WHAT YOU ARE ASKED TO DO: Reproduce each of the following records without any deviation.

(Collected data)
>>>
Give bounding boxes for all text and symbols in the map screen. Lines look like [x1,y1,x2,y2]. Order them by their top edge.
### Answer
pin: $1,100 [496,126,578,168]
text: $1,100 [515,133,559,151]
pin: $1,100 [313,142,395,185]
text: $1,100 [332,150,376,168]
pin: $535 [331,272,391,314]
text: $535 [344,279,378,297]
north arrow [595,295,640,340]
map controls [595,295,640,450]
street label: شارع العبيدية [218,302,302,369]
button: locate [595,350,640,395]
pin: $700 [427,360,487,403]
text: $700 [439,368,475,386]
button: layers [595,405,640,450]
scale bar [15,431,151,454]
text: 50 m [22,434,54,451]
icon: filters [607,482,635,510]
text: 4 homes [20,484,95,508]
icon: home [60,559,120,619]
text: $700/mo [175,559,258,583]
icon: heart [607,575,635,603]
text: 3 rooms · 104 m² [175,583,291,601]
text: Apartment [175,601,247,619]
<<<
REPLY:
Give bounding boxes for all text and symbols in the map screen. Lines look like [x1,y1,x2,y2]. Order them by their top edge.
### Answer
pin: $1,100 [496,126,578,168]
text: $1,100 [515,133,559,151]
pin: $1,100 [313,142,395,185]
text: $1,100 [332,150,376,168]
pin: $535 [331,272,391,314]
text: $535 [344,279,378,297]
north arrow [595,295,640,340]
map controls [595,295,640,450]
street label: شارع العبيدية [218,302,302,369]
button: locate [595,350,640,395]
pin: $700 [427,360,487,403]
text: $700 [439,368,475,386]
button: layers [595,405,640,450]
scale bar [15,431,151,454]
text: 50 m [22,434,54,451]
icon: filters [607,482,635,510]
text: 4 homes [20,484,95,508]
icon: home [60,559,120,619]
text: $700/mo [175,559,258,583]
icon: heart [607,575,635,603]
text: 3 rooms · 104 m² [175,583,291,601]
text: Apartment [175,601,247,619]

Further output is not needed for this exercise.